Correlation vs. Causality – Often, people make the mistake of assuming that since two variables are correlated (increasing one increases the other as well), that one must cause the other. This is not usually the case, however. Consider a fictional study where someone records the amount of ice cream eaten each month, as well as the number of drowning deaths. These two variables would be highly correlated. As ice cream sales increased, so would drowning. It is clear that eating ice cream does not cause drowning, however. This happens because both of the variables are controlled by a third variable, which is time of year. In the summer, the days are hotter – more people eat ice cream and go swimming. In the winter, no one eats ice cream or goes swimming.

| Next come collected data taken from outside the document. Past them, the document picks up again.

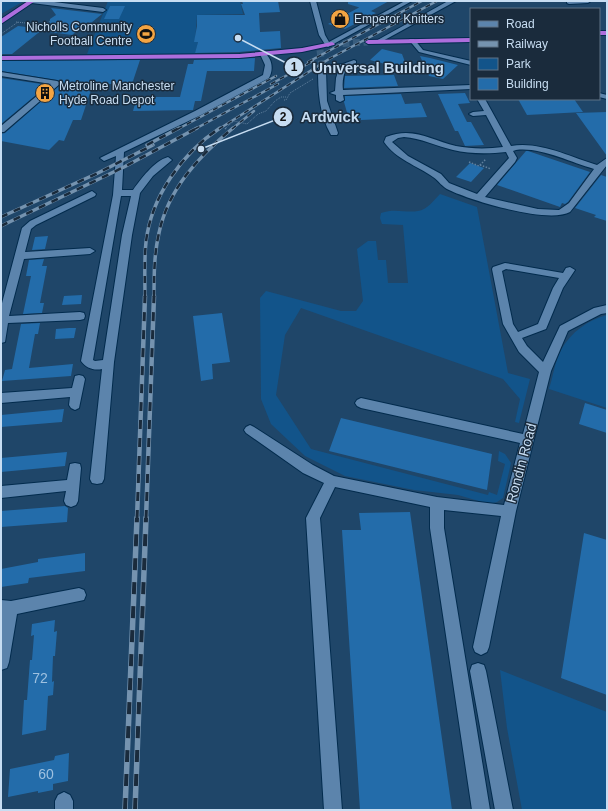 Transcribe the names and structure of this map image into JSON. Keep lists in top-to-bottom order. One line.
{"streets":{"street":["Rondin Road"]},"places":{"shop":["Emperor Knitters"],"sports":["Nicholls Community Football Centre"],"other":["Universal Building","Ardwick"],"building":["Metroline Manchester Hyde Road Depot"]},"house_numbers":["72","60"],"legend":["Road","Railway","Park","Building"]} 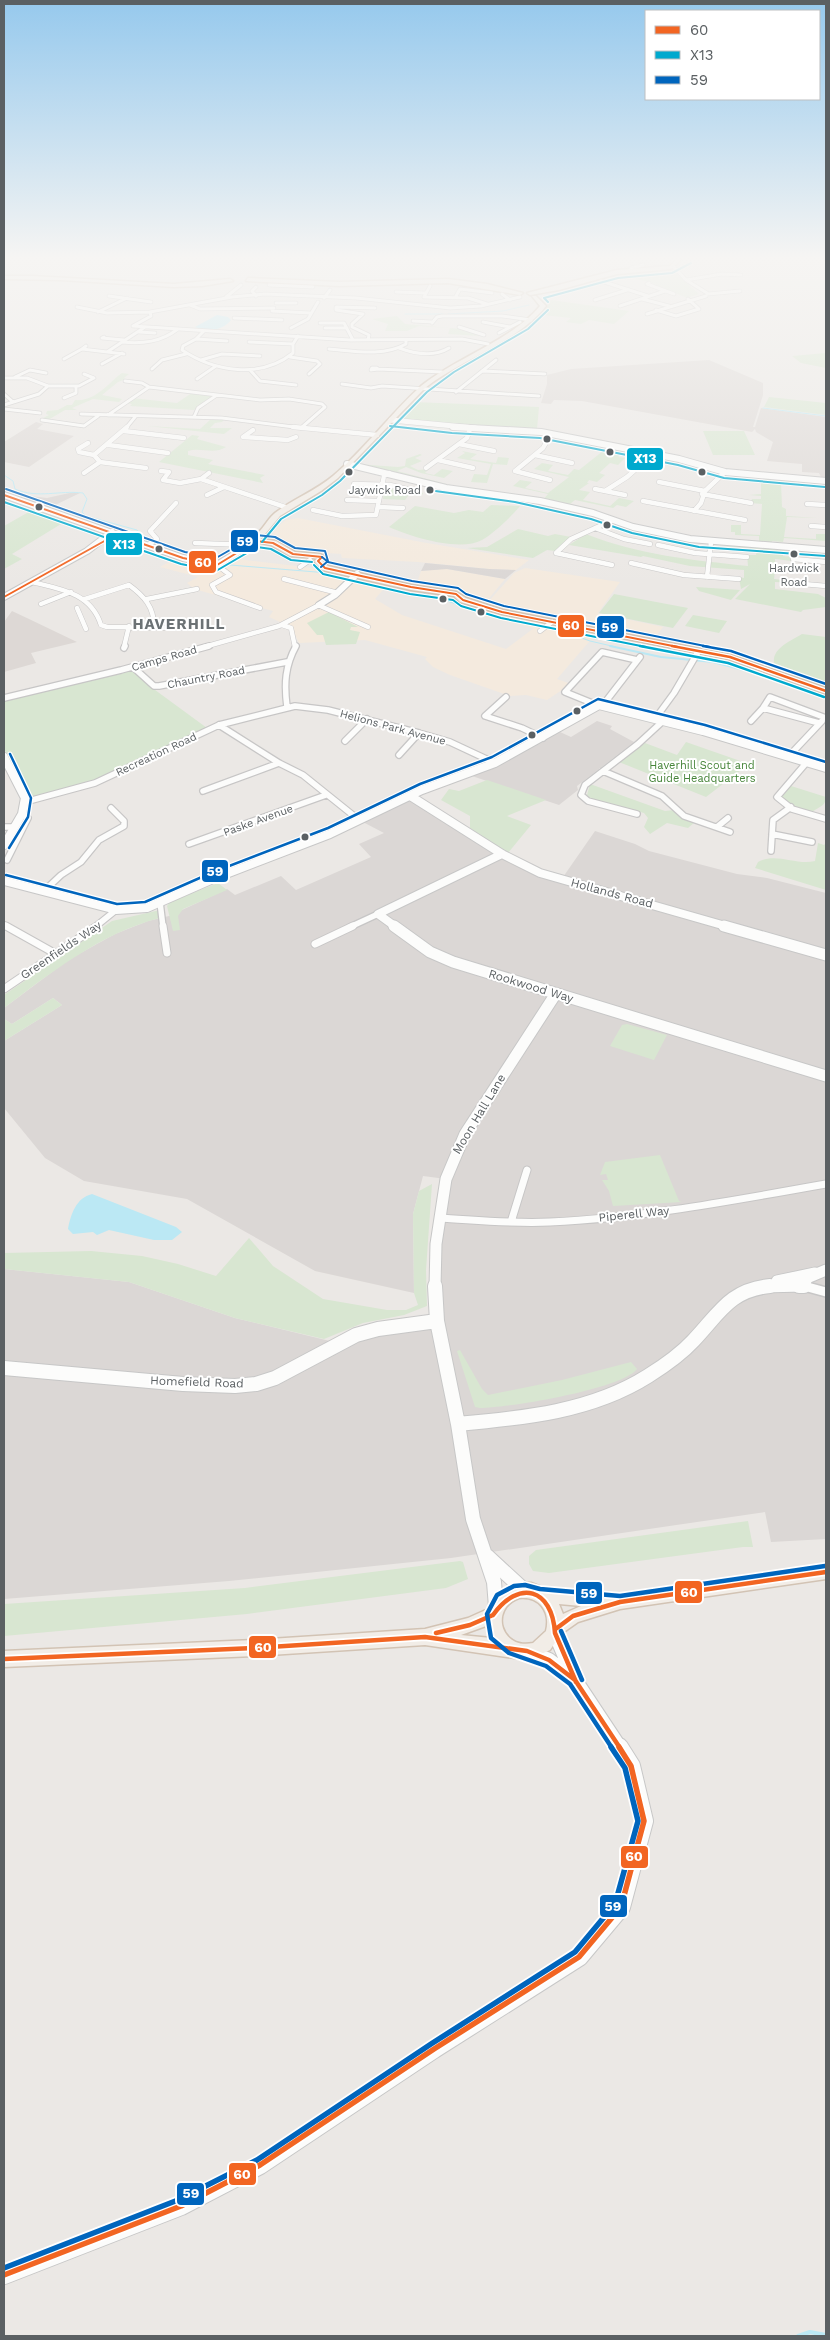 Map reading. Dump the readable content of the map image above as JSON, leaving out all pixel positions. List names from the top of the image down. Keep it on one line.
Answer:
{"streets":{"street":["Camps Road","Chauntry Road","Helions Park Avenue","Recreation Road","Paske Avenue","Hollands Road","Greenfields Way","Rookwood Way","Moon Hall Lane","Piperell Way","Homefield Road"]},"crossings":[["Camps Road","Chauntry Road"],["Helions Park Avenue","Recreation Road"],["Rookwood Way","Moon Hall Lane"],["Moon Hall Lane","Piperell Way"],["Moon Hall Lane","Homefield Road"]],"districts":["HAVERHILL"],"parks":["Haverhill Scout and Guide Headquarters"],"places":["Jaywick Road","Hardwick Road"],"lines":["transit line X13","transit line 59","transit line 60"],"legend":["60","X13","59"]} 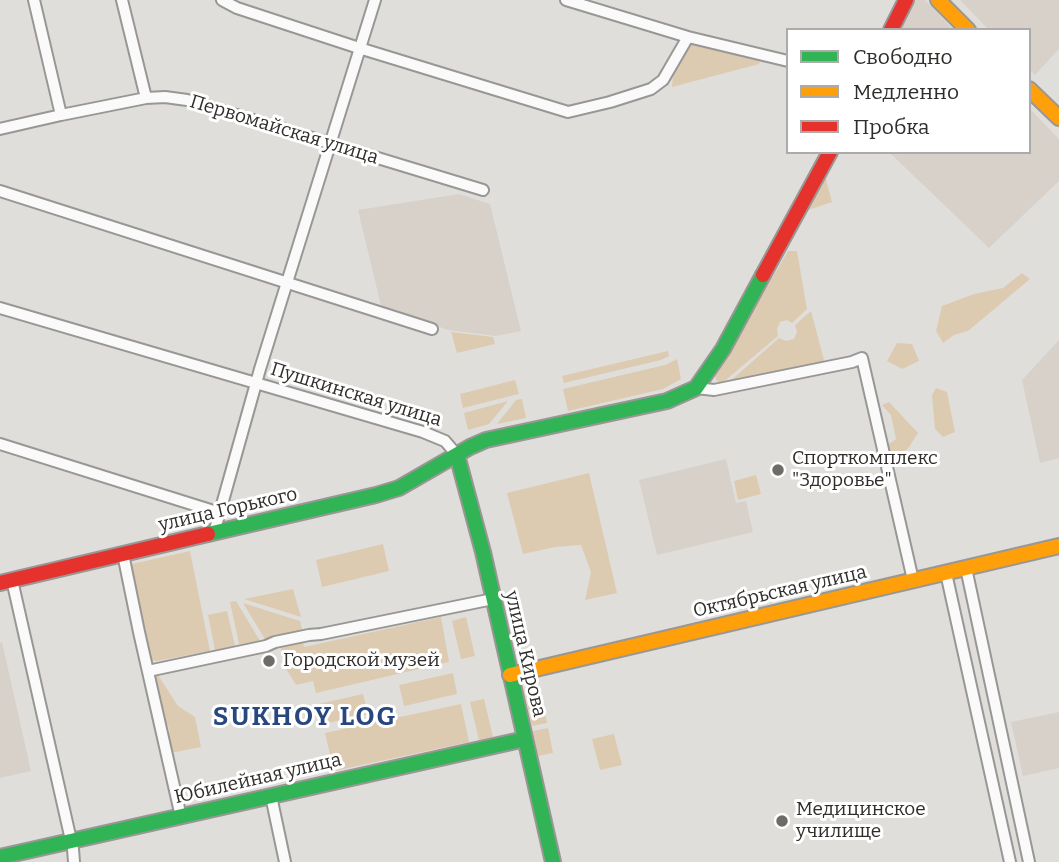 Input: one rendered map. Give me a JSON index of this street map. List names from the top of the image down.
{
  "streets": {
    "street": [
      "Первомайская улица",
      "Пушкинская улица",
      "улица Горького",
      "Октябрьская улица",
      "улица Кирова",
      "Юбилейная улица"
    ]
  },
  "crossings": [
    ["Пушкинская улица", "улица Горького"],
    ["Пушкинская улица", "улица Кирова"],
    ["улица Горького", "улица Кирова"],
    ["Октябрьская улица", "улица Кирова"],
    ["улица Кирова", "Юбилейная улица"]
  ],
  "districts": ["SUKHOY LOG"],
  "places": ["Спорткомплекс \"Здоровье\"", "Городской музей", "Медицинское училище"],
  "legend": ["Свободно", "Медленно", "Пробка"]
} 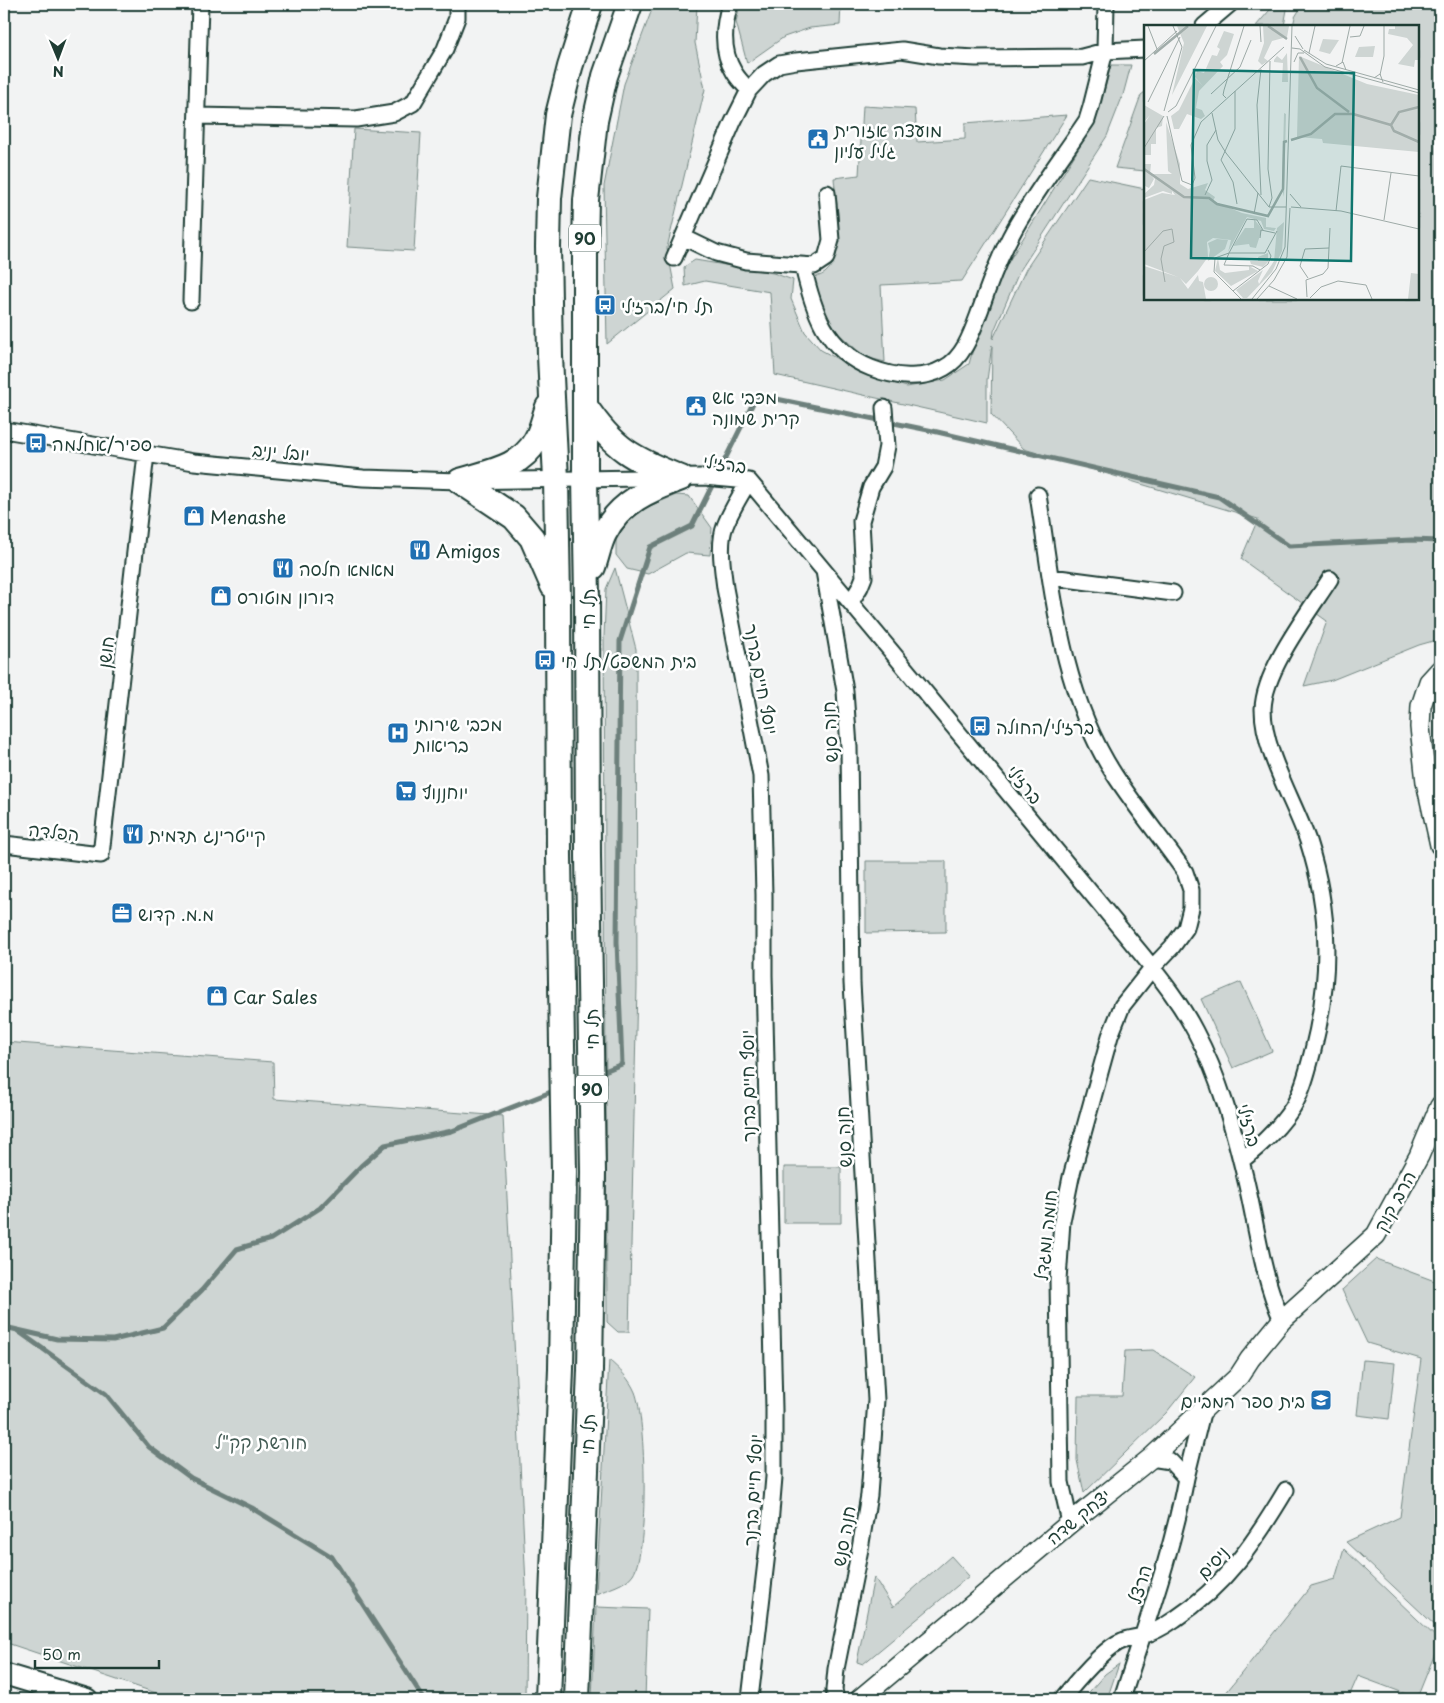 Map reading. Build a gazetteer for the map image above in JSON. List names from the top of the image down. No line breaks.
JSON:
{"streets":{"highway":["90","תל חי"],"street":["יובל יניב","ברזילי","חושן","יוסף חיים ברנר","חנה סנש","הפלדה","הרב קוק","חומה ומגדל","יצחק שדה","ניסים","הרצל"]},"crossings":[["90","יובל יניב"],["90","ברזילי"],["90","תל חי"],["יובל יניב","ברזילי"],["יובל יניב","תל חי"],["יובל יניב","חושן"],["ברזילי","תל חי"],["ברזילי","יוסף חיים ברנר"],["ברזילי","חנה סנש"],["ברזילי","הרב קוק"],["ברזילי","חומה ומגדל"],["ברזילי","יצחק שדה"],["חושן","הפלדה"],["הרב קוק","יצחק שדה"],["חומה ומגדל","יצחק שדה"],["יצחק שדה","הרצל"],["ניסים","הרצל"]],"parks":["חורשת קק\"ל"],"places":{"public building":["מועצה אזורית גליל עליון","מכבי אש קרית שמונה"],"bus stop":["תל חי/ברזילי","ספיר/אחלמה","בית המשפט/תל חי","ברזילי/החולה"],"shop":["Menashe","דורון מוטורס","Car Sales"],"restaurant":["Amigos","מאמא חלסה","קייטרינג תדמית"],"hospital":["מכבי שירותי בריאות"],"supermarket":["יוחננוף"],"office":["מ.מ. קדוש"],"school or university":["בית ספר רמביים"]},"scale_bar":"50 m","north":"bottom"}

Precise Numbers – When very specific numbers are stated in results, the tendency is for the reader to assume there is a reason the number is not rounded off. Often they assume this reason is that the number is more accurate. However, this is not the case. It is still just an estimate, even though it does not appear to be that way.

Partial Pictures – If a television company told you “All of our TVs sold in the last 50 years are still in operation,” you would think the company made incredibly durable TVs. However, what would you think if that company had only been making and selling TVs for 6 months? While the claim is technically true, it isn’t as fantastic as it is made out to be.

Section 1-4: Design of Experiments There are two broad categories of studies to collect data: Observational Study – Data are collected by observing characteristics of subjects, but they are not modified in any way. Experiment – Data are collected by modifying subjects (by applying a treatment) and observing its effects.